Case Information
*1 Before: CANBY, R. NELSON, and FORREST, Circuit Judges.
Kathryn Marie Seidler appeals pro se from the district court’s judgment dismissing her employment action alleging various federal and state law claims. We have jurisdiction under 28 U.S.C. § 1291. We affirm.
The district court did not abuse its discretion by denying Seidler’s motion to *2 stay proceedings because Seidler failed to demonstrate a basis for relief. See Dependable Highway Express, Inc. v. Navigators Ins. Co. , 498 F.3d 1059, 1066 (9th Cir. 2007) (setting forth standard of review and explaining that a district court abuses its discretion in denying a stay only if it bases its ruling on an erroneous view of the law or on a clearly erroneous assessment of evidence).
Contrary to Seidler’s contentions, the district court did not err by failing to grant equitable relief, because the district court dismissed Seidler’s claims . We reject as unsupported by the record Sei dler’s contention that the district court denied her due process.
We do not consider the district court’s dismissal of Seidler’s action because Sei dler did not address the district court’s grounds for dismissal in her opening brief. See Indep.
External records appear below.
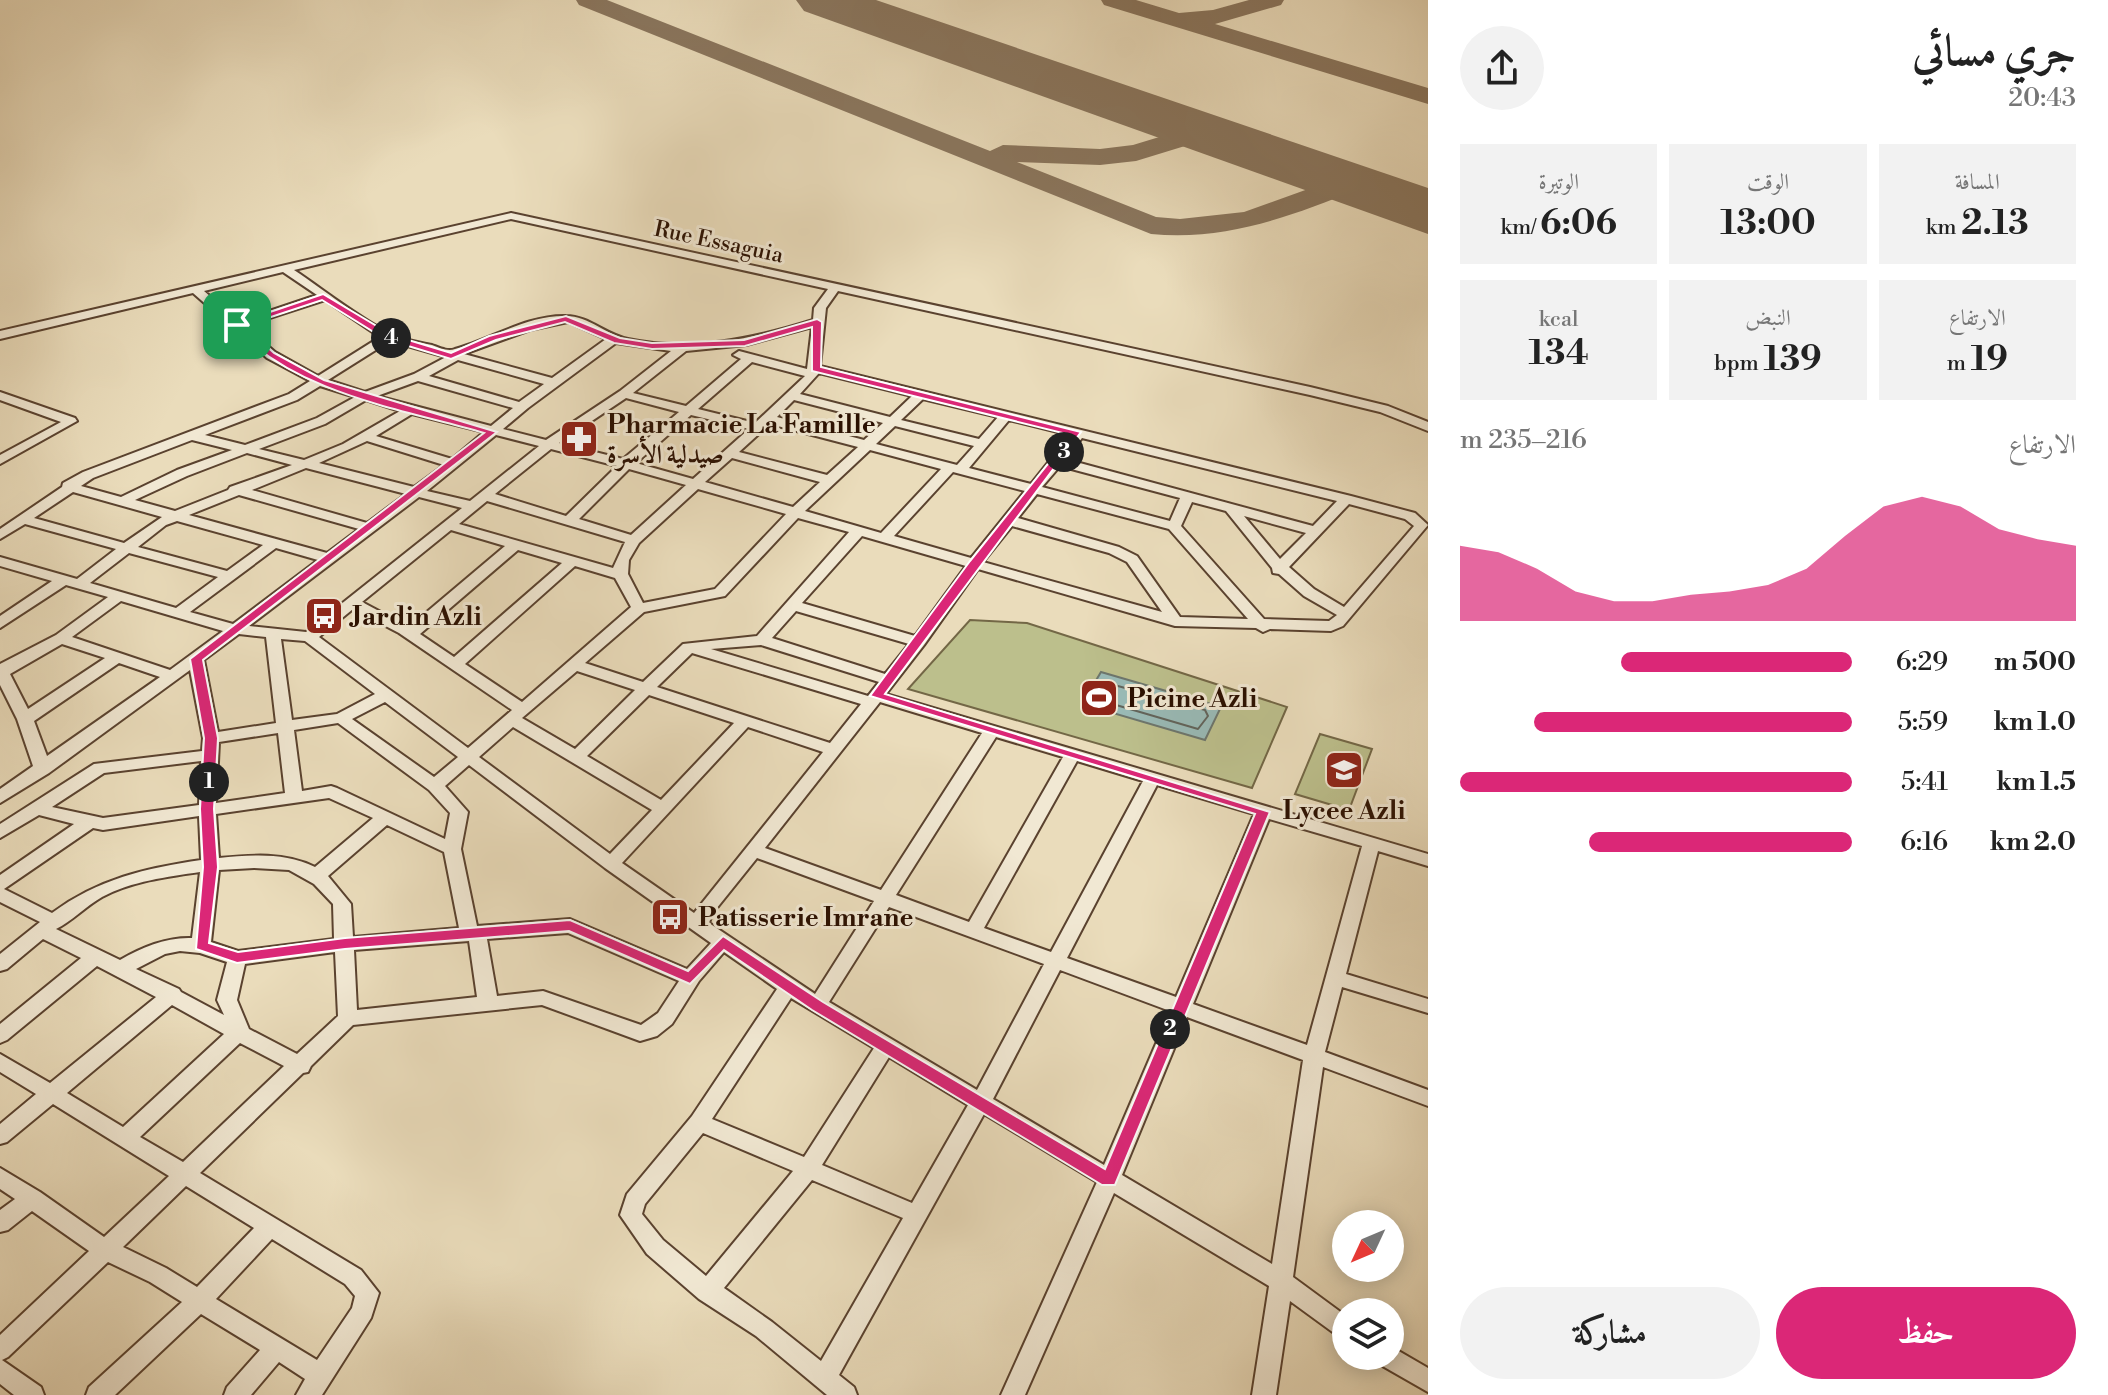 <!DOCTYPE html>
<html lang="ar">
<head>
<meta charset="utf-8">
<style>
	:root { --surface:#fff; --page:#f2f2f2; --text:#222; --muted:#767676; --accent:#db2777 }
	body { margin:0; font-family:"Libre Bodoni",Amiri,serif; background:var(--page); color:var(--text); direction:rtl; height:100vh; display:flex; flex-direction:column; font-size:30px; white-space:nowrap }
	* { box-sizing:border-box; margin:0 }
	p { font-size:26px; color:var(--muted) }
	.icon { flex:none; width:44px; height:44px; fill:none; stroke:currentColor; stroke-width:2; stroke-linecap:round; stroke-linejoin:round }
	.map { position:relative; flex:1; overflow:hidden; direction:ltr }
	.drawer { display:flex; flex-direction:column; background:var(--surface); width:680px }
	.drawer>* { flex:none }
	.needle { width:52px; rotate:226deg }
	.tools { position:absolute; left:1332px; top:1210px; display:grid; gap:16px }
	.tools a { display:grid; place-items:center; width:72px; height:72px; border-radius:50%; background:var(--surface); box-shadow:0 4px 20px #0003; font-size:40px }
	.pin { position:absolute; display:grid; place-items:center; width:68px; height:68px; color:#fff; margin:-34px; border-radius:16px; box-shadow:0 4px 12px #0006 }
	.km { position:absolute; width:40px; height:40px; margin:-20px; border-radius:50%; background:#222; color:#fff; font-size:22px; line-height:40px; text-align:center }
	.round { display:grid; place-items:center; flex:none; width:84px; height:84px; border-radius:42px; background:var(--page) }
	.headline { display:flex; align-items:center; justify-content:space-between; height:136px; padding:0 32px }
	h1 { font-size:44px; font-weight:800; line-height:60px }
	.stats { display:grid; grid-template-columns:repeat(3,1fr); gap:12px; height:136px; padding:8px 32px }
	.stats div { display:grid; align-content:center; border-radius:0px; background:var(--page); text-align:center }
	.stats b { font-size:34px; font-weight:800 }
	.stats small { font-size:22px; font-weight:400 }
	.stats p { font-size:22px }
	.chart { height:224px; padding:16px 32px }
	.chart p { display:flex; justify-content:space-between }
	.chart svg { width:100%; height:144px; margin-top:8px; fill:var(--accent); opacity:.7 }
	.button { display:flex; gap:16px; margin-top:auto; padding:16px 32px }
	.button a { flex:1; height:92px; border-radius:48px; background:var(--accent); color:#fff; font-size:32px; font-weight:800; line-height:92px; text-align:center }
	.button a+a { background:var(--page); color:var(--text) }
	ul { padding:0 32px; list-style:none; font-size:26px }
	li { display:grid; grid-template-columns:128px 96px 1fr; align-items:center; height:60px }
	li i { height:20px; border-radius:10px; background:var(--accent) }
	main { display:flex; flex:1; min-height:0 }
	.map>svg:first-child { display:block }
</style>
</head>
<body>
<main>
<section class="drawer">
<div class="headline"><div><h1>جري مسائي</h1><p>20:43</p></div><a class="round"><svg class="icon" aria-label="share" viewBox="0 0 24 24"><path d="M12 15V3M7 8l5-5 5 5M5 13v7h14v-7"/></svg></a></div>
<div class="stats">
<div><p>المسافة</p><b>2.13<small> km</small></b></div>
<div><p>الوقت</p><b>13:00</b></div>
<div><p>الوتيرة</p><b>6:06<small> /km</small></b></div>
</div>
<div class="stats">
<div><p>الارتفاع</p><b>19<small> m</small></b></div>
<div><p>النبض</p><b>139<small> bpm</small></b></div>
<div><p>kcal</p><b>134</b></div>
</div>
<div class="chart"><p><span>الارتفاع</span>216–235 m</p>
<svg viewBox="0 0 160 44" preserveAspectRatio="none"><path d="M0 44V21L10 23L20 28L30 35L40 38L50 38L60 36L70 35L80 33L90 28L100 18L110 9L120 6L130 9L140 16L150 19L160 21V44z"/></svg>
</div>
<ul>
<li><b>500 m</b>6:29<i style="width:59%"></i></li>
<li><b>1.0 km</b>5:59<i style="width:81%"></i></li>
<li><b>1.5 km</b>5:41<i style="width:100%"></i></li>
<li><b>2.0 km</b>6:16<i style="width:67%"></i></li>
</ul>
<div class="button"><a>حفظ</a><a>مشاركة</a></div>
</section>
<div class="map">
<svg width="1428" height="1395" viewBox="0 0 1428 1395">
	<rect width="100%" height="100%" fill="#eadcbb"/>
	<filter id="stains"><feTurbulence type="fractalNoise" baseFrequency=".0025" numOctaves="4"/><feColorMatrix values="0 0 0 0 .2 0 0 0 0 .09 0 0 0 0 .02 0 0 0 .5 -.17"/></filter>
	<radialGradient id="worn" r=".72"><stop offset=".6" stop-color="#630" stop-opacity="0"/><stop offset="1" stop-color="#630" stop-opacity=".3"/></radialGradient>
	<path fill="#bcbf8c" stroke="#736746" stroke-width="2" d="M970,620L1027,623L1287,707L1252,788L908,689Z
		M1320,734L1372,749L1349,810L1295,794Z"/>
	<path fill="#99bab6" stroke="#6d766d" stroke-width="2" d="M1101,672L1221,707L1205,740L1082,704Z"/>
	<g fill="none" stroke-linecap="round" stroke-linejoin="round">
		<path stroke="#62645b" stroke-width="2" d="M1107,683L1205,710L1208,716L1198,729L1099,700L1097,695Z"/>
		<path fill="#8a765e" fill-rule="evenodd" d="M576,0H607L990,151L1003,145L1100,149L1133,145L1202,124L1211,126L1215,132L1211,138L1136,161L1100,165L1017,162L1156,217L1180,219L1244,212L1347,175L1357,178L1361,184L1357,190C1288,217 1226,241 1151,234L579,5Z
			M1101,0H1136L1179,13L1213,10L1249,0H1284L1281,5L1215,24L1428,88V104L1104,5Z"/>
		<path fill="#8a765e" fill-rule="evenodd" d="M796,0H876L1428,188V234L804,11Z"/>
		<defs>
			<path id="minor" d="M511,213L1310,387L1388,406L1428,422V431L1380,412L1310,395L838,291L826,308L820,366L1351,496L1415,513L1428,525L1343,626L1331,631L1270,629L1263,632L1256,628L1175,626L978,569L924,645L886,694L1428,854V866L1378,851L1346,974L1428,999V1013L1342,987L1325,1052L1428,1090V1106L1323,1067L1293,1277L1346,1316V1339L1338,1336L1290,1301L1276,1395H1252L1269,1286L1114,1193L1025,1395H1001L1097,1182L984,1114L839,1375L854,1387L857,1395H827L756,1336L699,1299L647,1254L620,1215L627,1194L692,1116L777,989L724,952L699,981L672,1024L657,1036L640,1041L542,1005L353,1025L311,1066L308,1072L303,1073L200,1173L361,1270L379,1293L371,1318L322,1395H296L305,1379L279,1362L251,1395H224L227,1387L260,1350L201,1314L115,1395H86L89,1387L182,1302L150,1282L108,1262L8,1357L2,1360L41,1387L44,1395H14L0,1384V1335L89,1251L32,1211L8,1230L0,1232V1210L15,1199L0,1189V1168L40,1192L104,1237L169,1176L53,1104L7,1142L0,1144V1124L36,1094L0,1072V1054L50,1083L156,997L97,966L7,1040L0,1043V1024L81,958L43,939L7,969L0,971V954L40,922L0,902V875L74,824L39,815L0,838V824L94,764L202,751L203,738L190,670L49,773L0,803V789L33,766L17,719L0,685V664L56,635L108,597L66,585L0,628V616L52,581L0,566V557L77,579L116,549L25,524L0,539V529L62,487L63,483L83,472L289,394L310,381L267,358L193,293L0,339V331ZM511,219L828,289L814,308L813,320C753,339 690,352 628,339C606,335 589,316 566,316C527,315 492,339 455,349C448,352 440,348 432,345C419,342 403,340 391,334C359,318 324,290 294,270ZM283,272L317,295L239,321L204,291ZM325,300L380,337L318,376L275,352L245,326ZM568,322L606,339L552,378L464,354L530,330ZM812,327L807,369L739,351L733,355L741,359L686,406L633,393L686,351L746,345ZM390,341L446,357L414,374L365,392L328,380ZM616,343L671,351L620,391L546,440L503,429L528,408ZM458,360L544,384L519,402L429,376ZM752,362L805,376L755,423L698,409ZM819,373L912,396L890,417L800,394ZM418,381L513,408L491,426L377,396ZM320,386L355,397L317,418L245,445L205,435L297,400ZM626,398L679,412L623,459L559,443ZM923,399L998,417L979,439L901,420ZM366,400L400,411L343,444L304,460L259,449L325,424ZM794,400L883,423L864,440L777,417ZM412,414L484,432L452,459L376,436ZM691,415L749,429L693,479L636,463ZM1009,420L1070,435L1031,484L969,468ZM770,424L858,447L827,475L739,452L761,432H767ZM895,426L974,446L957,465L876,444ZM496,435L539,446L470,501L427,491ZM1082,438L1337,501L1313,526L1065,459ZM192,440L232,450L177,470L121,497L81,486L93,478ZM367,441L444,465L414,487L319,463ZM551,449L617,466L566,516L495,494ZM870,450L941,469L881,533L805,511ZM247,453L292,465L230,487L228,490L175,511L135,500L187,476ZM732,458L820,482L793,507L705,482ZM1060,466L1180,498L1170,521L1042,487ZM306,468L406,494L367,523L252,490ZM629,469L686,485L631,535L579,519ZM953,472L1025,491L971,558L894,536ZM698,489L786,514L715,589L643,603L628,574L629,560L639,543ZM73,492L162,517L124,543L34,518ZM1037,494L1169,529L1248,619L1180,617L1137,556L1119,547L1018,518ZM239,495L359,529L327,553L189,515ZM419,497L462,508L306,632L249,626ZM487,501L625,542L613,568L459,524ZM1192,502L1226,511L1272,568L1273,573L1279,574L1304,596L1337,615L1329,621L1264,619L1181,526ZM1349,504L1405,519L1414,526L1344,607L1314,589L1289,567ZM1244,516L1306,533L1280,559ZM798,518L849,532L757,636L683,644L643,682L585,663L644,612L725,596ZM177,521L263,545L227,571L138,547L166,525ZM1012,526L1109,553L1127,562L1162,612L983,562ZM451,530L505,546L409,627L362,602ZM862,536L966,566L915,636L802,603ZM276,548L318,560L233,624L190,612ZM518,550L562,563L454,657L420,634ZM129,553L218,577L176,608L90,583ZM575,566L615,578L631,607L522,702L465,664ZM121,601L223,631L170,670L72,637ZM353,609L399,633L512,710L468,748L319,637ZM796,611L909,644L885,674L772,638ZM239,634L266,637L276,723L218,732L204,660ZM281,639L305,641L375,694L337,714L292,720ZM62,644L105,658L28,709L10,674ZM761,645L879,682L868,696L711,649ZM692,653L861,704L830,743L657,687ZM119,663L160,677L47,756L34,721ZM577,671L635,690L575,749L522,718ZM649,695L734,723L661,800L587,756ZM385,702L458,757L434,777L352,719ZM880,702L982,733L881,890L765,848ZM338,723L429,790L450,813L445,839L337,788L331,786L302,791L294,730ZM513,727L652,810L610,854L479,757ZM748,727L823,752L694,913L622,863ZM278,733L285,793L216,803L219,742ZM996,737L1063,757L969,922L896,895ZM201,761L199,805L103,818L52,807L104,773ZM1077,761L1143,781L1051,952L984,928ZM469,765L605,868L711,943L687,969L570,919L477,926L461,849L468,812L445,786ZM1157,785L1254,814L1176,997L1067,958ZM329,798L373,818L315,867C285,852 251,855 219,858L216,814ZM199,816L201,860C146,868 98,879 52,913L4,889L93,828L103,830ZM1269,819L1362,846L1307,1045L1193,1004ZM387,825L444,852L459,928L353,937L351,904L328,876ZM757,858L874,901L815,994L709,923L712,914ZM254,868L289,870L314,884L333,904L334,939L238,951L211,942L219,870ZM200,872L192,938C166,937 142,947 120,960L56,929C71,922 86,906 102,897C132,881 167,877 200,872ZM889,907L1044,964L977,1090L829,1002ZM568,933L679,981L658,1013L641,1025L543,991L497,996L487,939ZM469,941L477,997L357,1010L354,950ZM180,951L200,953L227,962L217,1000L224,1015L181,992L179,989L136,969L165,954ZM335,952L338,1016L297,1054L249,1029L237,1000L245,964ZM1060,970L1170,1011L1104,1165L993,1099ZM791,998L874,1048L804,1157L712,1119ZM172,1005L224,1034L123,1127L67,1093ZM1187,1017L1303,1060L1272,1264L1122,1175ZM240,1043L284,1066L183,1162L140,1137ZM889,1057L968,1105L912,1203L822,1165ZM703,1133L793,1171L706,1276L663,1240L642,1214L645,1204ZM812,1180L903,1218L821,1361L772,1322L724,1288ZM186,1186L254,1228L197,1287L166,1268L123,1247ZM272,1239L345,1284L355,1296L352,1308L317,1360L216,1299Z
				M0,392L75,418L77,421L0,464V455L61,422L0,400Z
				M1390,1346L1428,1368V1392L1379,1364L1375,1356H1390Z"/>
		</defs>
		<use href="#minor" stroke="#5a422f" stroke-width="4"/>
		<use href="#minor" fill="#f1e8d3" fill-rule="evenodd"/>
	</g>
	<path fill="#db2777" stroke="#fff" stroke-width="2" fill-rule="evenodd" d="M323,294L392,335L451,353L489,336L566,316L620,338L652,343L744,340L817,319L822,322L821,367L1081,432L885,694L1270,812L1115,1185H1102L812,1010L724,950L690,984L569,931L345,949L237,963L196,949L203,867L200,809L204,738L190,659L484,433C398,408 296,394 232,325ZM322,300L385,339L451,359L496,340L565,322L614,343L652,349L745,346L812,327V371L1071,435L970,561L870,696L1255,814L1105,1169L823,1002L723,936L688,971L570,920L345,938L238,952L209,943L218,867L214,809L218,738L203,660L497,432L324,380L274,353L244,326Z"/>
	<defs>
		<symbol id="pharmacy-square" viewBox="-11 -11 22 22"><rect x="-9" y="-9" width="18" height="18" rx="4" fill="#8f2418" stroke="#f1e8d3"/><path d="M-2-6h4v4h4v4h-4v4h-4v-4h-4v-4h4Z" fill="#fff"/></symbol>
		<symbol id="bus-square" viewBox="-11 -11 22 22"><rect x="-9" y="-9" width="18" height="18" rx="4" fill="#8f2418" stroke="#f1e8d3"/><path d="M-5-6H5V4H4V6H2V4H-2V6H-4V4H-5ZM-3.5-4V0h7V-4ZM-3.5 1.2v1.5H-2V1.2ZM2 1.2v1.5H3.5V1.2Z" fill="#fff"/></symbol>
		<symbol id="stadium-square" viewBox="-11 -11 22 22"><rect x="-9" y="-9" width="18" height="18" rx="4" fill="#8f2418" stroke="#f1e8d3"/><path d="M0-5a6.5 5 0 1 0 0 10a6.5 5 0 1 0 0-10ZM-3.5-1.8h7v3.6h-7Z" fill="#fff"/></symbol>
		<symbol id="school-square" viewBox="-11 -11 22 22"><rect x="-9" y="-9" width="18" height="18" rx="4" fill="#8f2418" stroke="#f1e8d3"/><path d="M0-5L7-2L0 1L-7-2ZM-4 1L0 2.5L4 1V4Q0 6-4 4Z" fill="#fff"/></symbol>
	</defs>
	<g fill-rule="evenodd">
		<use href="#pharmacy-square" x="557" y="417" width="44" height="44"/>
		<use href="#bus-square" x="302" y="594" width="44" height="44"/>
		<use href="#stadium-square" x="1077" y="676" width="44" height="44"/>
		<use href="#school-square" x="1322" y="748" width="44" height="44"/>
		<use href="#bus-square" x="648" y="895" width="44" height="44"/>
	</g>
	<g text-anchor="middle" stroke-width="6" stroke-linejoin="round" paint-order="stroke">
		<g font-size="22" fill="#2a0f00" stroke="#f1e8d3">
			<text transform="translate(719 241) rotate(12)" y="8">Rue Essaguia</text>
		</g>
		<g font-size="26" font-weight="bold" fill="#2a0f00" stroke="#f1e8d3" text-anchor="start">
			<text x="607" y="433">Pharmacie La Famille<tspan x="607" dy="30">صيدلية الأسرة</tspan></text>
			<text x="352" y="625">Jardin Azli</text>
			<text x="1127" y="707">Picine Azli</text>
			<text x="1344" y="819" text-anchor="middle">Lycee Azli</text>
			<text x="698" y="926">Patisserie Imrane</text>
		</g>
	</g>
	<rect width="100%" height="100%" filter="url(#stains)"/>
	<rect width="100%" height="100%" fill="url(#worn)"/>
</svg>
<div class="tools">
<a><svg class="needle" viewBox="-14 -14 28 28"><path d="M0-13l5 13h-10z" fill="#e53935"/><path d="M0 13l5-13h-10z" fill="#767676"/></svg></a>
<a><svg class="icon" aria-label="layers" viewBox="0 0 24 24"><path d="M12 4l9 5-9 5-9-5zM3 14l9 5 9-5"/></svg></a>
</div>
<div class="pin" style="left:237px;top:325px;background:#1e9e55"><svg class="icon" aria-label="arrive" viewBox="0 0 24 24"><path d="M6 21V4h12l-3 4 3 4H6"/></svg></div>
<b class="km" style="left:209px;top:782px">1</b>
<b class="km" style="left:1170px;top:1029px">2</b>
<b class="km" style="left:1064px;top:452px">3</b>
<b class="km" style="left:391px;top:338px">4</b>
</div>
</main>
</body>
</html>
Towers of Wash. v. Washington , 350 F.3d 925, 929 (9th Cir. 2003) ( “[W] e will not consider any claims that were not actually argued in appellant ’ s opening brief. ” (citation and internal quotation marks omitted )).
We do not consider arguments and allegations raised for the first time on appeal or documents not presented to the district court. See Padgett v. Wright , 587 F.3d 983, 985 n.2 (9th Cir. 2009); United States v. Elias , 921 F.2d 870, 874 (9th Cir. 1990).
Seidler’s motion to seal Docket Entry No. 61.2 (Docket Entry No. 80) is granted. Any provisionally sealed documents will remain under seal. All other *3 pending motions are denied.
AFFIRMED.
NOTES
[*] This disposition is not appropriate for publication and is not precedent except as provided by Ninth Circuit Rule 36-3.
[**] The panel unanimously concludes this case is suitable for decision without oral argument. See Fed. R. App. P. 34(a)(2).